-- Problem details --
Your answer must be the full listing, reproduced exactly.

-- Records for this exercise --
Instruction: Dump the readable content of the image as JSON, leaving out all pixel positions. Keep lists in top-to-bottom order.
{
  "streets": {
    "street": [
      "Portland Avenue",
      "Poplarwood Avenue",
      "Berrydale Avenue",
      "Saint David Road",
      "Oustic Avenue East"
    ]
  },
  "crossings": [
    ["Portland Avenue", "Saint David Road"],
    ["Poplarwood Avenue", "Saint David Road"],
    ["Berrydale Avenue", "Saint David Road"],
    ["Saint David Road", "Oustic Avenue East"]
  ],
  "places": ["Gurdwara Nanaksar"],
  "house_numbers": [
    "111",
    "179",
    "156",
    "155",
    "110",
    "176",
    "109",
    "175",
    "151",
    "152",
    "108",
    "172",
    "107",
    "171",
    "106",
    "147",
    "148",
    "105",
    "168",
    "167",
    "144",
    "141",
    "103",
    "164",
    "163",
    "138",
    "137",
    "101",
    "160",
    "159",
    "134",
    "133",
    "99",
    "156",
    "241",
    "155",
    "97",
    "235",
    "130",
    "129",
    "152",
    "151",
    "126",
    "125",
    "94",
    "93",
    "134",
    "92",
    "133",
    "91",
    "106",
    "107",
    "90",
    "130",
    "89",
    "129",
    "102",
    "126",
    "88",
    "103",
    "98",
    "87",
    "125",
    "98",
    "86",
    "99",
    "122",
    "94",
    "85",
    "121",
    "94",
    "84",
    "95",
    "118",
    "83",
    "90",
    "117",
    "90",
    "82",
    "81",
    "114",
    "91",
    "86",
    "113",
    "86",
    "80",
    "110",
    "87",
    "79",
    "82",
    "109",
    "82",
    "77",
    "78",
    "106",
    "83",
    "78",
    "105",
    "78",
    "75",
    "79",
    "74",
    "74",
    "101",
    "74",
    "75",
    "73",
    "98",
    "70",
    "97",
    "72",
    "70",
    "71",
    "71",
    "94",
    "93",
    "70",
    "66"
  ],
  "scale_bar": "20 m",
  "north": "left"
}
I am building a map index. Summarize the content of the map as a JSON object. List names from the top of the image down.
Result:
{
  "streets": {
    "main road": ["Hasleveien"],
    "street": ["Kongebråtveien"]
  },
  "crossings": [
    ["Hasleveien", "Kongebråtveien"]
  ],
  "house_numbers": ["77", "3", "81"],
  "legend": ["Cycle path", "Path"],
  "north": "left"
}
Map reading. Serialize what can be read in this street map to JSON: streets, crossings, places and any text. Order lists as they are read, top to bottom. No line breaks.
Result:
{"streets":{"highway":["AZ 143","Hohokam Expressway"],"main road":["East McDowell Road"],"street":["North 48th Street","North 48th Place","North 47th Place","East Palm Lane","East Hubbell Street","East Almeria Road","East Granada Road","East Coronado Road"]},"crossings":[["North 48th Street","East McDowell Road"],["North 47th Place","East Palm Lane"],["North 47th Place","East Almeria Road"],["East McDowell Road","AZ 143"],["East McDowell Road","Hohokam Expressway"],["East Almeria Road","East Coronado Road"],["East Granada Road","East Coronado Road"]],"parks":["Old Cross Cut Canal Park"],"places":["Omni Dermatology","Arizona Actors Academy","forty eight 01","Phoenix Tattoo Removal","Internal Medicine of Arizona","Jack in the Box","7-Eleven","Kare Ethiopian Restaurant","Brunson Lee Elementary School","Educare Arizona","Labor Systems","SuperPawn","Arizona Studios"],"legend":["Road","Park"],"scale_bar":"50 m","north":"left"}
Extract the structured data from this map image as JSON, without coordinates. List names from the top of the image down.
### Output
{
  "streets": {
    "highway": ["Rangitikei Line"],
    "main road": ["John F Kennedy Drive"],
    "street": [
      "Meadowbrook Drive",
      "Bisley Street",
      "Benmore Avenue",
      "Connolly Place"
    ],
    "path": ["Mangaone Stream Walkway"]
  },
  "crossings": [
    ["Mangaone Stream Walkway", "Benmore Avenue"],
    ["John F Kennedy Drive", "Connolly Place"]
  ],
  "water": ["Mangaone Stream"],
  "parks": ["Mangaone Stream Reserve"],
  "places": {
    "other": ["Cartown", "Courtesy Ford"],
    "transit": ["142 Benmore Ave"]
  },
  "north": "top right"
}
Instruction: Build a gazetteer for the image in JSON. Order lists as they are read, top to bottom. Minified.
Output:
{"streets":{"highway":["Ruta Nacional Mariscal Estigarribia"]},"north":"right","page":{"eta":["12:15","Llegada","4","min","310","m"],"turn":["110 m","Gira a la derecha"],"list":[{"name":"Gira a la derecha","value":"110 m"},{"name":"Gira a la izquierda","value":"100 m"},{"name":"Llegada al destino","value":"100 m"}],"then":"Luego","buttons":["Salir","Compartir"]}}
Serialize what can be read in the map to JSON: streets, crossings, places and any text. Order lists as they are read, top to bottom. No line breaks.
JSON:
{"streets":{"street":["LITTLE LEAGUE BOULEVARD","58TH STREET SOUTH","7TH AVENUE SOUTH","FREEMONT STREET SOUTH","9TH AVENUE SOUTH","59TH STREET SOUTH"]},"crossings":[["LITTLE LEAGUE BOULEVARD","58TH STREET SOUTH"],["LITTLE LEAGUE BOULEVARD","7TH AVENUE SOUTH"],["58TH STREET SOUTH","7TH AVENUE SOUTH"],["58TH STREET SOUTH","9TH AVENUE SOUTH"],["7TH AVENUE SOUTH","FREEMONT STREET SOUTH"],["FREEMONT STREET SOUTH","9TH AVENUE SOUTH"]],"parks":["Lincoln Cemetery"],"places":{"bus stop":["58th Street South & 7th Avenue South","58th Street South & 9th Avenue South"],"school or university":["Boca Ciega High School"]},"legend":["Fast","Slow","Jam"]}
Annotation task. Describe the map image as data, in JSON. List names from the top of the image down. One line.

-- Written solution --
Instruction: Dump the readable content of the image as JSON, leaving out all pixel positions. Keep lists in top-to-bottom order.
{
  "streets": {
    "street": [
      "Portland Avenue",
      "Poplarwood Avenue",
      "Berrydale Avenue",
      "Saint David Road",
      "Oustic Avenue East"
    ]
  },
  "crossings": [
    ["Portland Avenue", "Saint David Road"],
    ["Poplarwood Avenue", "Saint David Road"],
    ["Berrydale Avenue", "Saint David Road"],
    ["Saint David Road", "Oustic Avenue East"]
  ],
  "places": ["Gurdwara Nanaksar"],
  "house_numbers": [
    "111",
    "179",
    "156",
    "155",
    "110",
    "176",
    "109",
    "175",
    "151",
    "152",
    "108",
    "172",
    "107",
    "171",
    "106",
    "147",
    "148",
    "105",
    "168",
    "167",
    "144",
    "141",
    "103",
    "164",
    "163",
    "138",
    "137",
    "101",
    "160",
    "159",
    "134",
    "133",
    "99",
    "156",
    "241",
    "155",
    "97",
    "235",
    "130",
    "129",
    "152",
    "151",
    "126",
    "125",
    "94",
    "93",
    "134",
    "92",
    "133",
    "91",
    "106",
    "107",
    "90",
    "130",
    "89",
    "129",
    "102",
    "126",
    "88",
    "103",
    "98",
    "87",
    "125",
    "98",
    "86",
    "99",
    "122",
    "94",
    "85",
    "121",
    "94",
    "84",
    "95",
    "118",
    "83",
    "90",
    "117",
    "90",
    "82",
    "81",
    "114",
    "91",
    "86",
    "113",
    "86",
    "80",
    "110",
    "87",
    "79",
    "82",
    "109",
    "82",
    "77",
    "78",
    "106",
    "83",
    "78",
    "105",
    "78",
    "75",
    "79",
    "74",
    "74",
    "101",
    "74",
    "75",
    "73",
    "98",
    "70",
    "97",
    "72",
    "70",
    "71",
    "71",
    "94",
    "93",
    "70",
    "66"
  ],
  "scale_bar": "20 m",
  "north": "left"
}
I am building a map index. Summarize the content of the map as a JSON object. List names from the top of the image down.
Result:
{
  "streets": {
    "main road": ["Hasleveien"],
    "street": ["Kongebråtveien"]
  },
  "crossings": [
    ["Hasleveien", "Kongebråtveien"]
  ],
  "house_numbers": ["77", "3", "81"],
  "legend": ["Cycle path", "Path"],
  "north": "left"
}
Map reading. Serialize what can be read in this street map to JSON: streets, crossings, places and any text. Order lists as they are read, top to bottom. No line breaks.
Result:
{"streets":{"highway":["AZ 143","Hohokam Expressway"],"main road":["East McDowell Road"],"street":["North 48th Street","North 48th Place","North 47th Place","East Palm Lane","East Hubbell Street","East Almeria Road","East Granada Road","East Coronado Road"]},"crossings":[["North 48th Street","East McDowell Road"],["North 47th Place","East Palm Lane"],["North 47th Place","East Almeria Road"],["East McDowell Road","AZ 143"],["East McDowell Road","Hohokam Expressway"],["East Almeria Road","East Coronado Road"],["East Granada Road","East Coronado Road"]],"parks":["Old Cross Cut Canal Park"],"places":["Omni Dermatology","Arizona Actors Academy","forty eight 01","Phoenix Tattoo Removal","Internal Medicine of Arizona","Jack in the Box","7-Eleven","Kare Ethiopian Restaurant","Brunson Lee Elementary School","Educare Arizona","Labor Systems","SuperPawn","Arizona Studios"],"legend":["Road","Park"],"scale_bar":"50 m","north":"left"}
Extract the structured data from this map image as JSON, without coordinates. List names from the top of the image down.
### Output
{
  "streets": {
    "highway": ["Rangitikei Line"],
    "main road": ["John F Kennedy Drive"],
    "street": [
      "Meadowbrook Drive",
      "Bisley Street",
      "Benmore Avenue",
      "Connolly Place"
    ],
    "path": ["Mangaone Stream Walkway"]
  },
  "crossings": [
    ["Mangaone Stream Walkway", "Benmore Avenue"],
    ["John F Kennedy Drive", "Connolly Place"]
  ],
  "water": ["Mangaone Stream"],
  "parks": ["Mangaone Stream Reserve"],
  "places": {
    "other": ["Cartown", "Courtesy Ford"],
    "transit": ["142 Benmore Ave"]
  },
  "north": "top right"
}
Instruction: Build a gazetteer for the image in JSON. Order lists as they are read, top to bottom. Minified.
Output:
{"streets":{"highway":["Ruta Nacional Mariscal Estigarribia"]},"north":"right","page":{"eta":["12:15","Llegada","4","min","310","m"],"turn":["110 m","Gira a la derecha"],"list":[{"name":"Gira a la derecha","value":"110 m"},{"name":"Gira a la izquierda","value":"100 m"},{"name":"Llegada al destino","value":"100 m"}],"then":"Luego","buttons":["Salir","Compartir"]}}
Serialize what can be read in the map to JSON: streets, crossings, places and any text. Order lists as they are read, top to bottom. No line breaks.
JSON:
{"streets":{"street":["LITTLE LEAGUE BOULEVARD","58TH STREET SOUTH","7TH AVENUE SOUTH","FREEMONT STREET SOUTH","9TH AVENUE SOUTH","59TH STREET SOUTH"]},"crossings":[["LITTLE LEAGUE BOULEVARD","58TH STREET SOUTH"],["LITTLE LEAGUE BOULEVARD","7TH AVENUE SOUTH"],["58TH STREET SOUTH","7TH AVENUE SOUTH"],["58TH STREET SOUTH","9TH AVENUE SOUTH"],["7TH AVENUE SOUTH","FREEMONT STREET SOUTH"],["FREEMONT STREET SOUTH","9TH AVENUE SOUTH"]],"parks":["Lincoln Cemetery"],"places":{"bus stop":["58th Street South & 7th Avenue South","58th Street South & 9th Avenue South"],"school or university":["Boca Ciega High School"]},"legend":["Fast","Slow","Jam"]}
Annotation task. Describe the map image as data, in JSON. List names from the top of the image down. One line.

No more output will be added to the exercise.